[Stored dataset items]
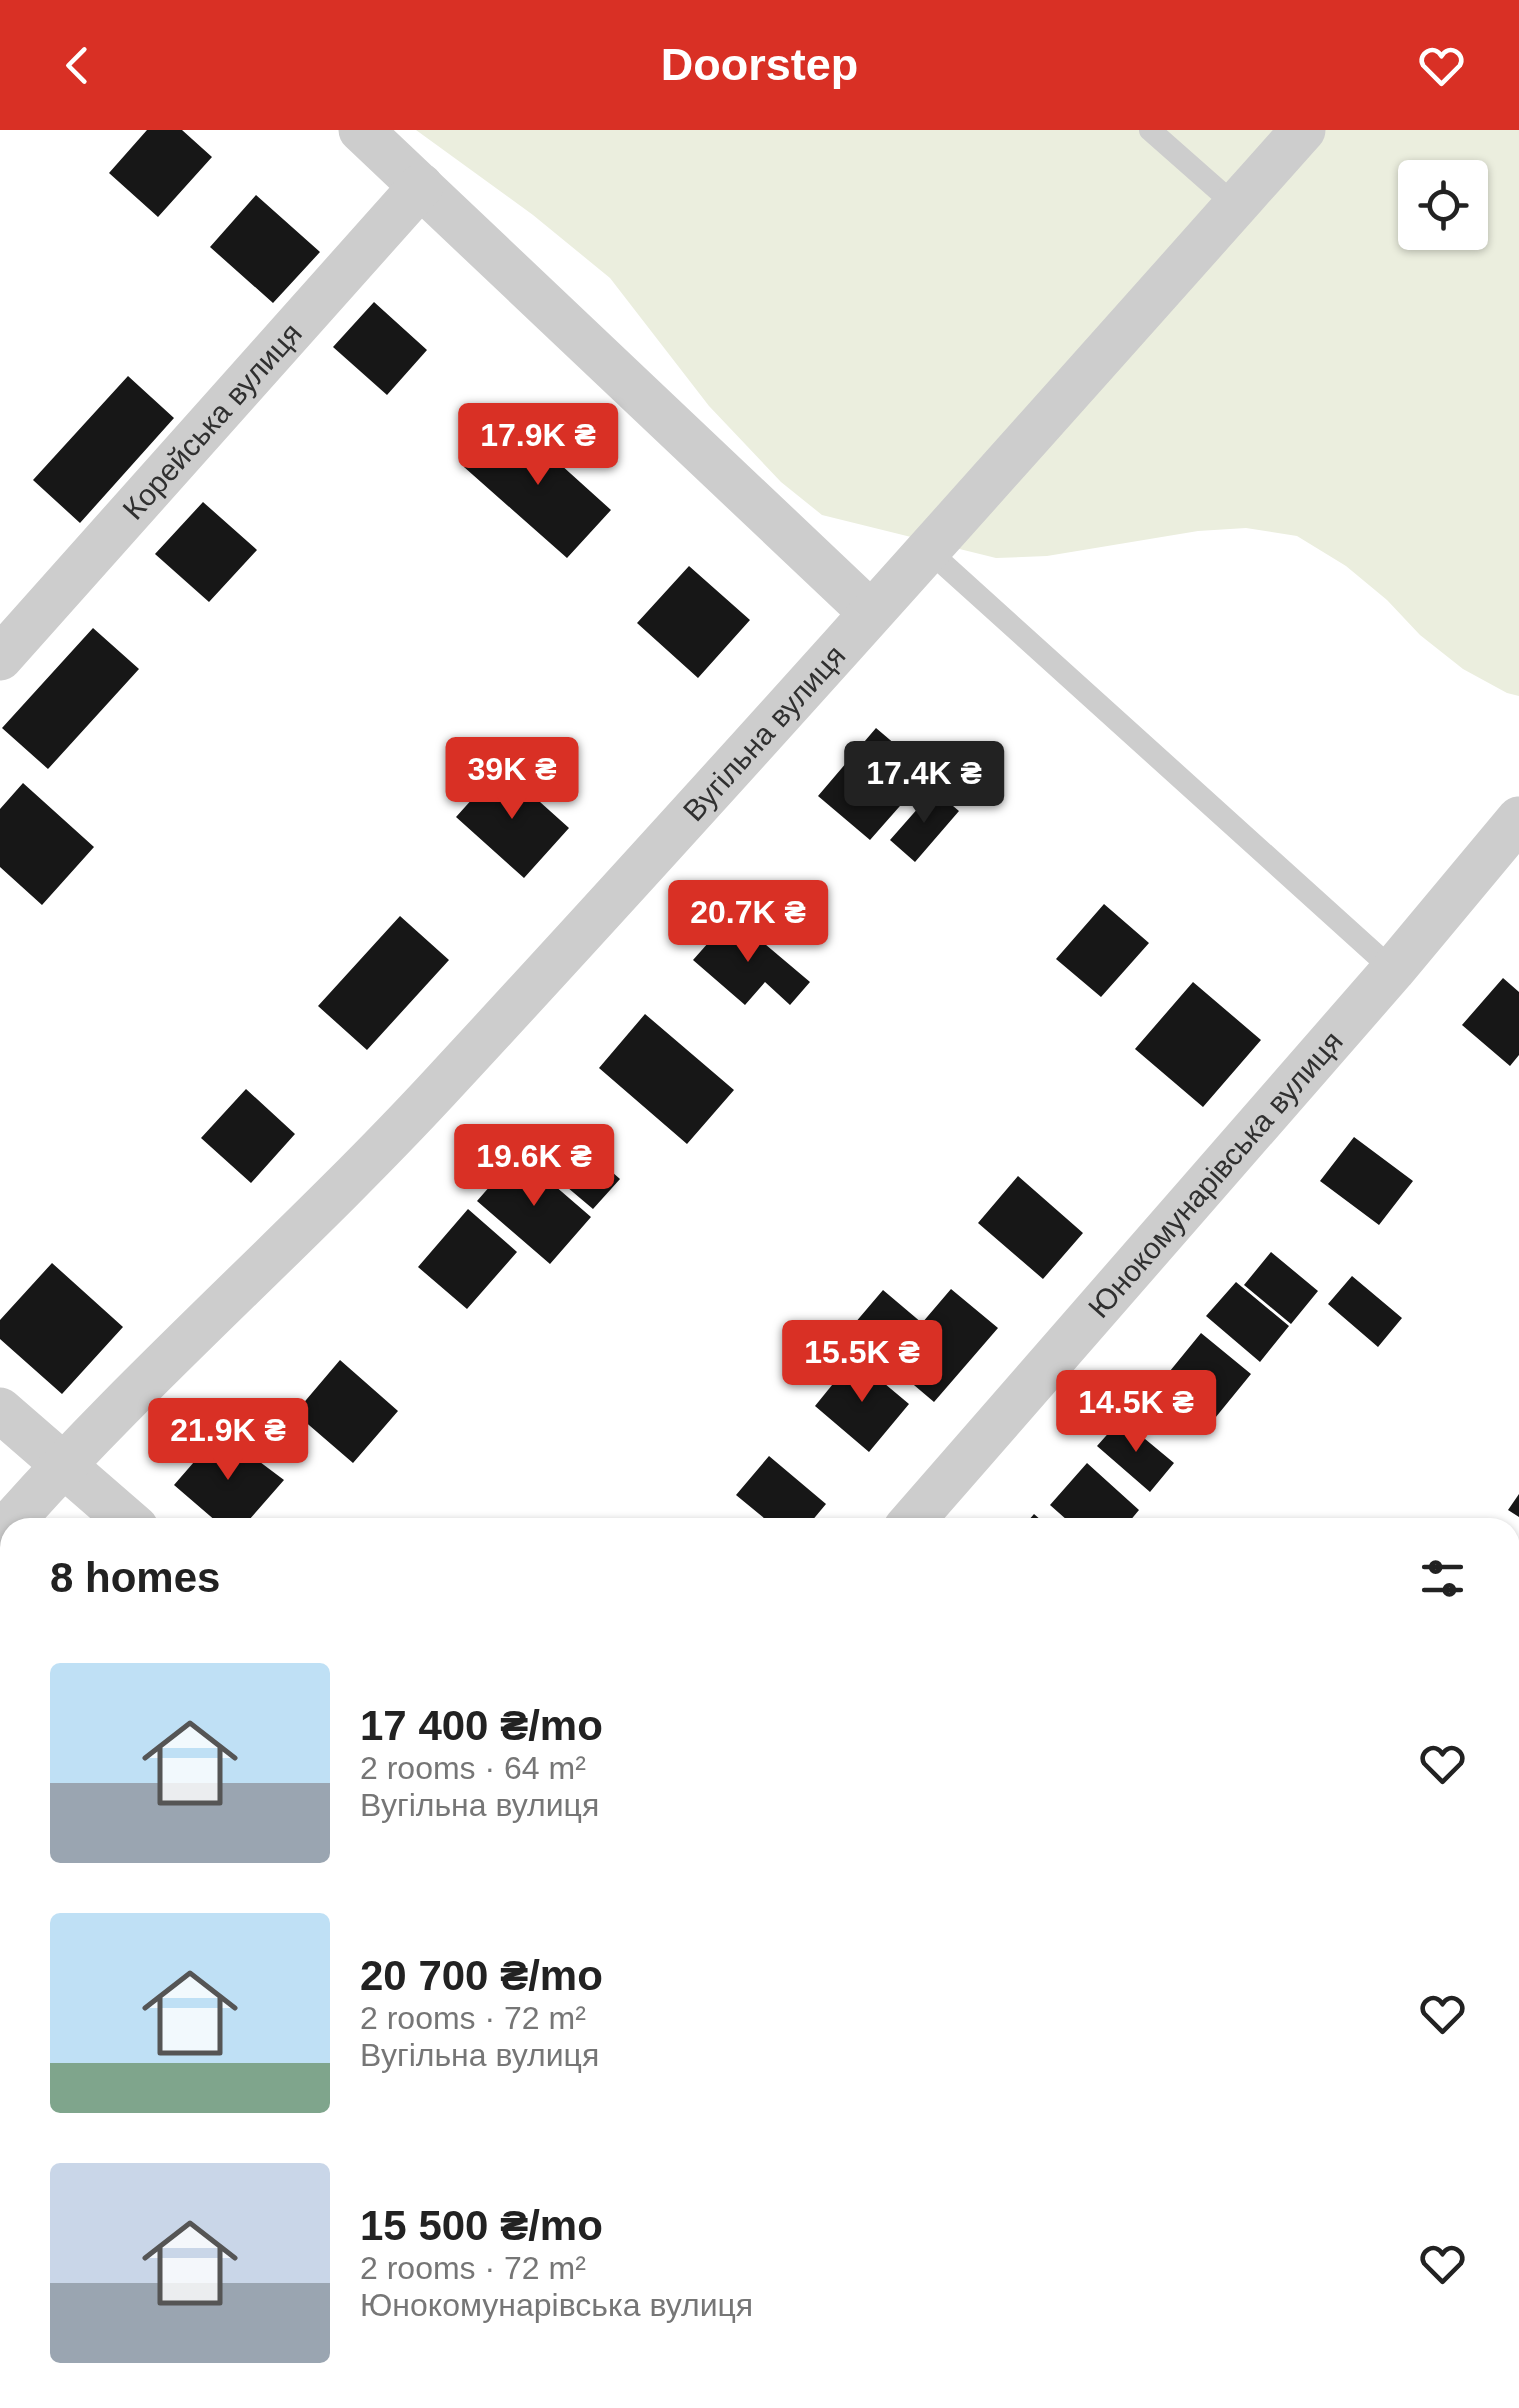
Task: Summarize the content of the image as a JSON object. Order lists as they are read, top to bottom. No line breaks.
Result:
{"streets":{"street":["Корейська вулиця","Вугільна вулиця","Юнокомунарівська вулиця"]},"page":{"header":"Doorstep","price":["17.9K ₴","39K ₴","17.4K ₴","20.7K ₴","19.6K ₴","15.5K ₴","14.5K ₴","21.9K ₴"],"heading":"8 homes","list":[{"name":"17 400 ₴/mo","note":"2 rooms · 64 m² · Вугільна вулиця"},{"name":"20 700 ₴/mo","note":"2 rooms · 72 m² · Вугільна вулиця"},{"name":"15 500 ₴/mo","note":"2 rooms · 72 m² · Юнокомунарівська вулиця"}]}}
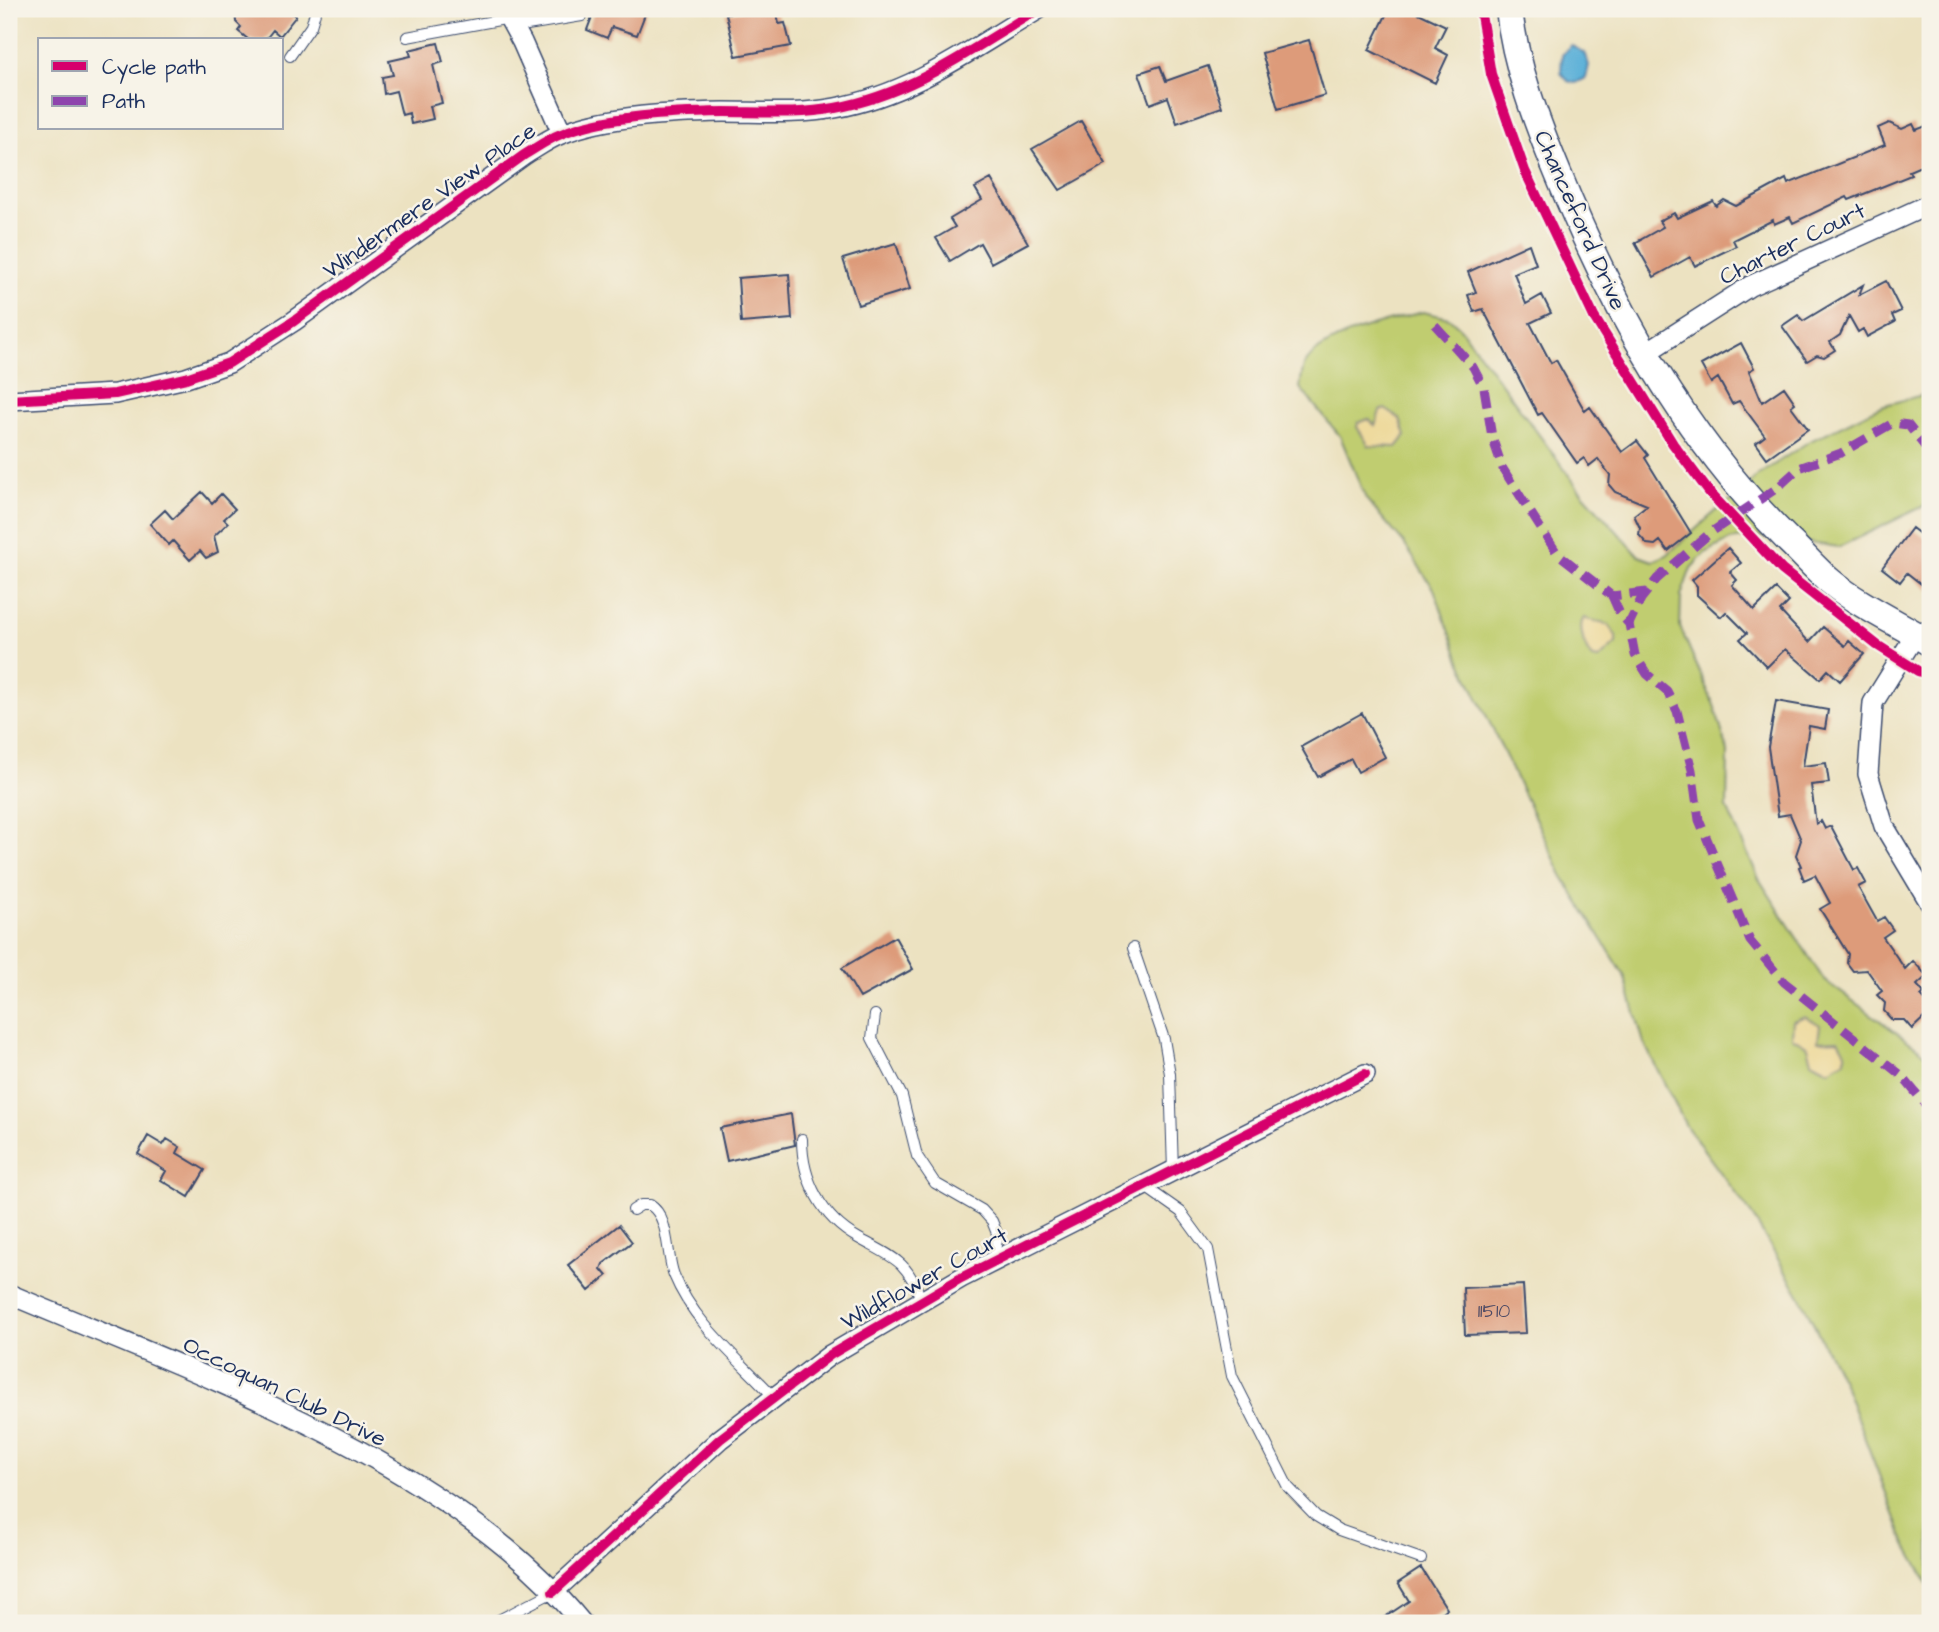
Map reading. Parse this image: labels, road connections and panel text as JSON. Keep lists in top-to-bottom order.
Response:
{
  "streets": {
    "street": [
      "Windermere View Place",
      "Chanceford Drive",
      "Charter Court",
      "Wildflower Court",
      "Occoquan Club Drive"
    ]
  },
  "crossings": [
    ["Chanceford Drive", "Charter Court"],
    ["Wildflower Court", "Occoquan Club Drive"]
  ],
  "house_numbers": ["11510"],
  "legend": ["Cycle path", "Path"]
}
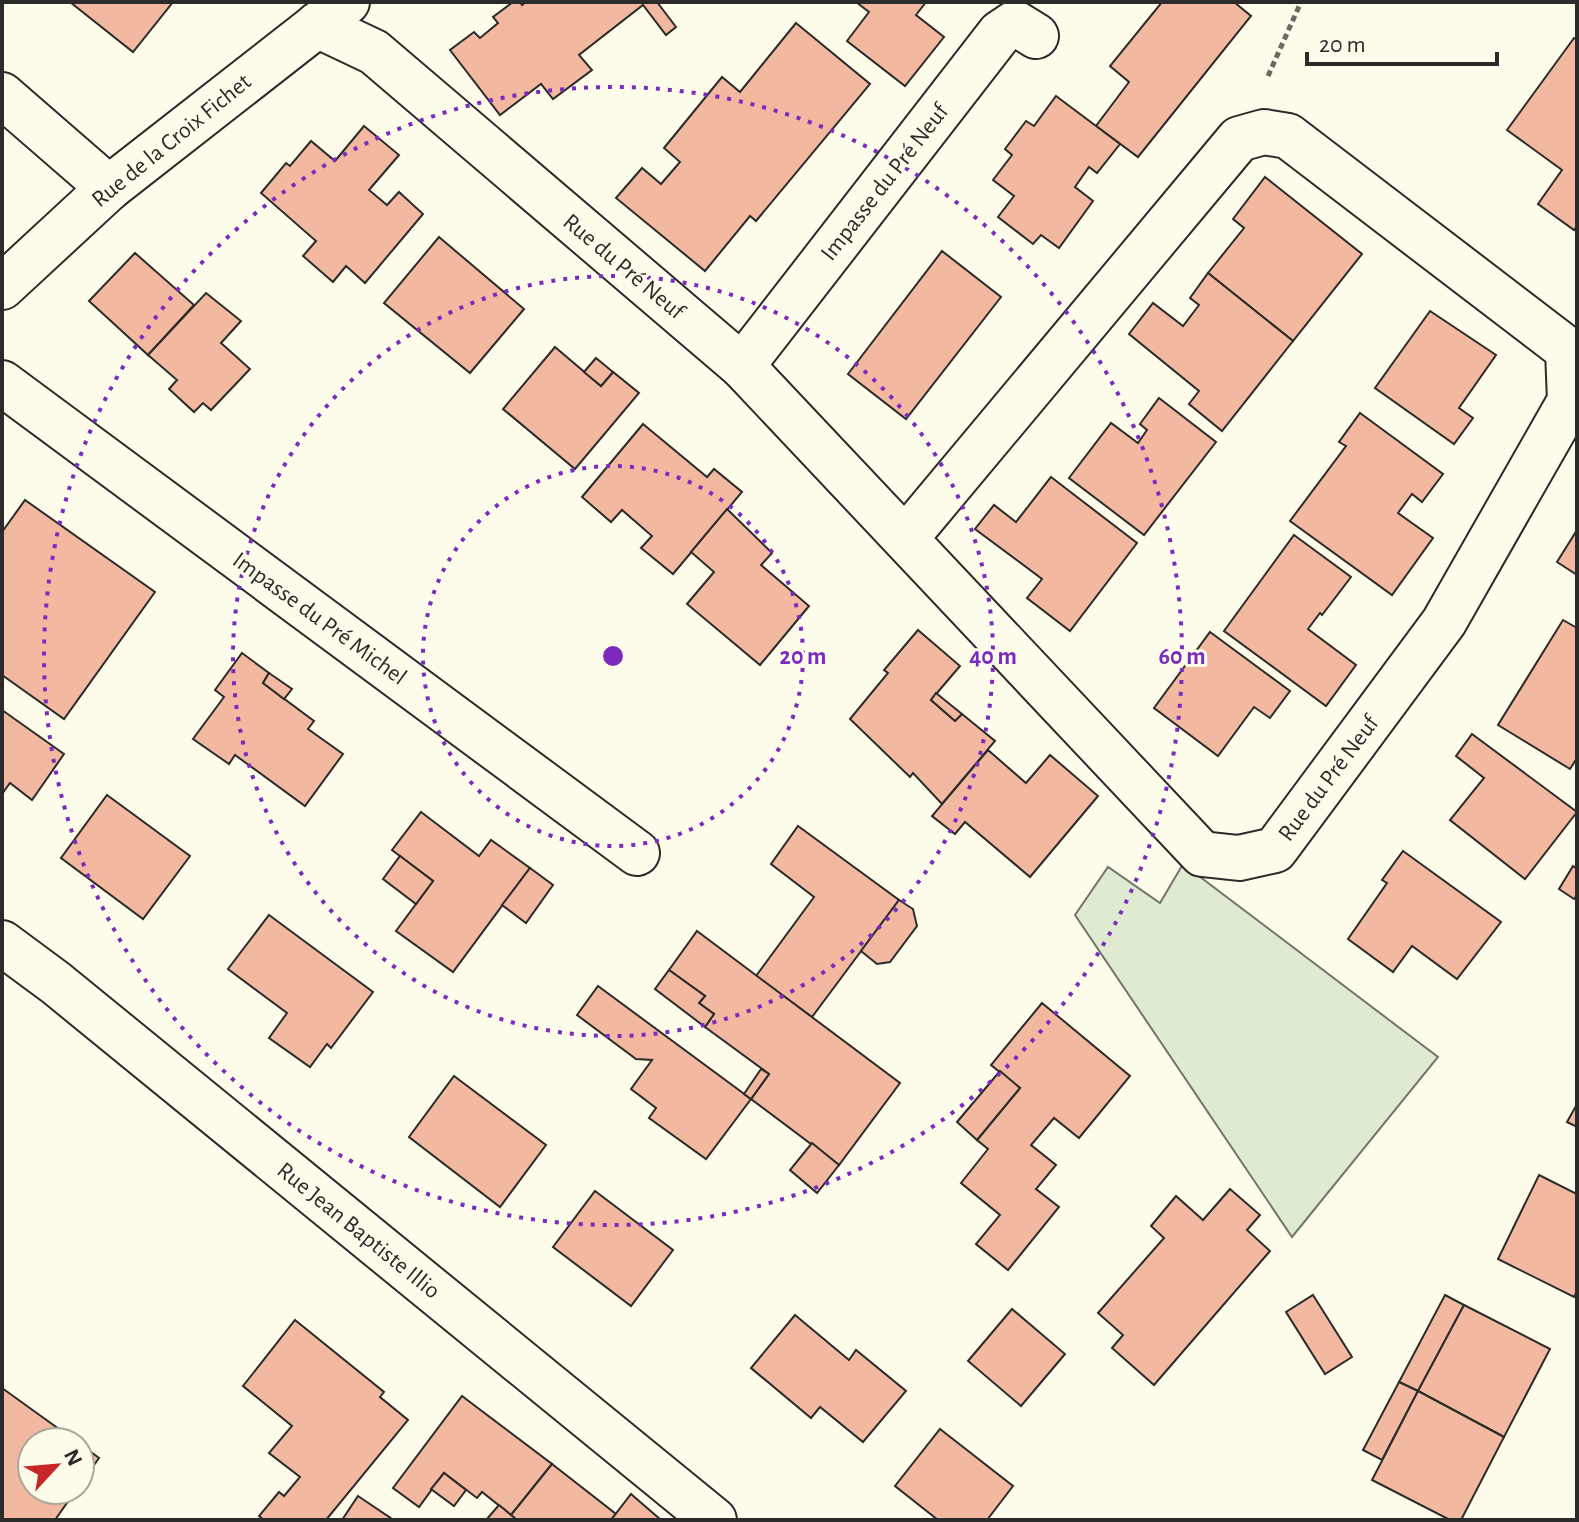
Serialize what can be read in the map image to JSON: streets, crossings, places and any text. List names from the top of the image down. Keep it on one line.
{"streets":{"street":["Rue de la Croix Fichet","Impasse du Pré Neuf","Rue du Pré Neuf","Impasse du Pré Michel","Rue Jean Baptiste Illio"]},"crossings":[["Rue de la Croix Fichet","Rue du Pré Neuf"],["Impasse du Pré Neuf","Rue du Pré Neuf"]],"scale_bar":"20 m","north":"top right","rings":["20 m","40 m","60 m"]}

Requirement
The lines from the one with "Serialize what can" through the final line of the data are to be reproduced exactly, both included, with no other lines.

Solved problem
Serialize what can be read in the map image to JSON: streets, crossings, places and any text. List names from the top of the image down. Keep it on one line.
{"streets":{"street":["Rue de la Croix Fichet","Impasse du Pré Neuf","Rue du Pré Neuf","Impasse du Pré Michel","Rue Jean Baptiste Illio"]},"crossings":[["Rue de la Croix Fichet","Rue du Pré Neuf"],["Impasse du Pré Neuf","Rue du Pré Neuf"]],"scale_bar":"20 m","north":"top right","rings":["20 m","40 m","60 m"]}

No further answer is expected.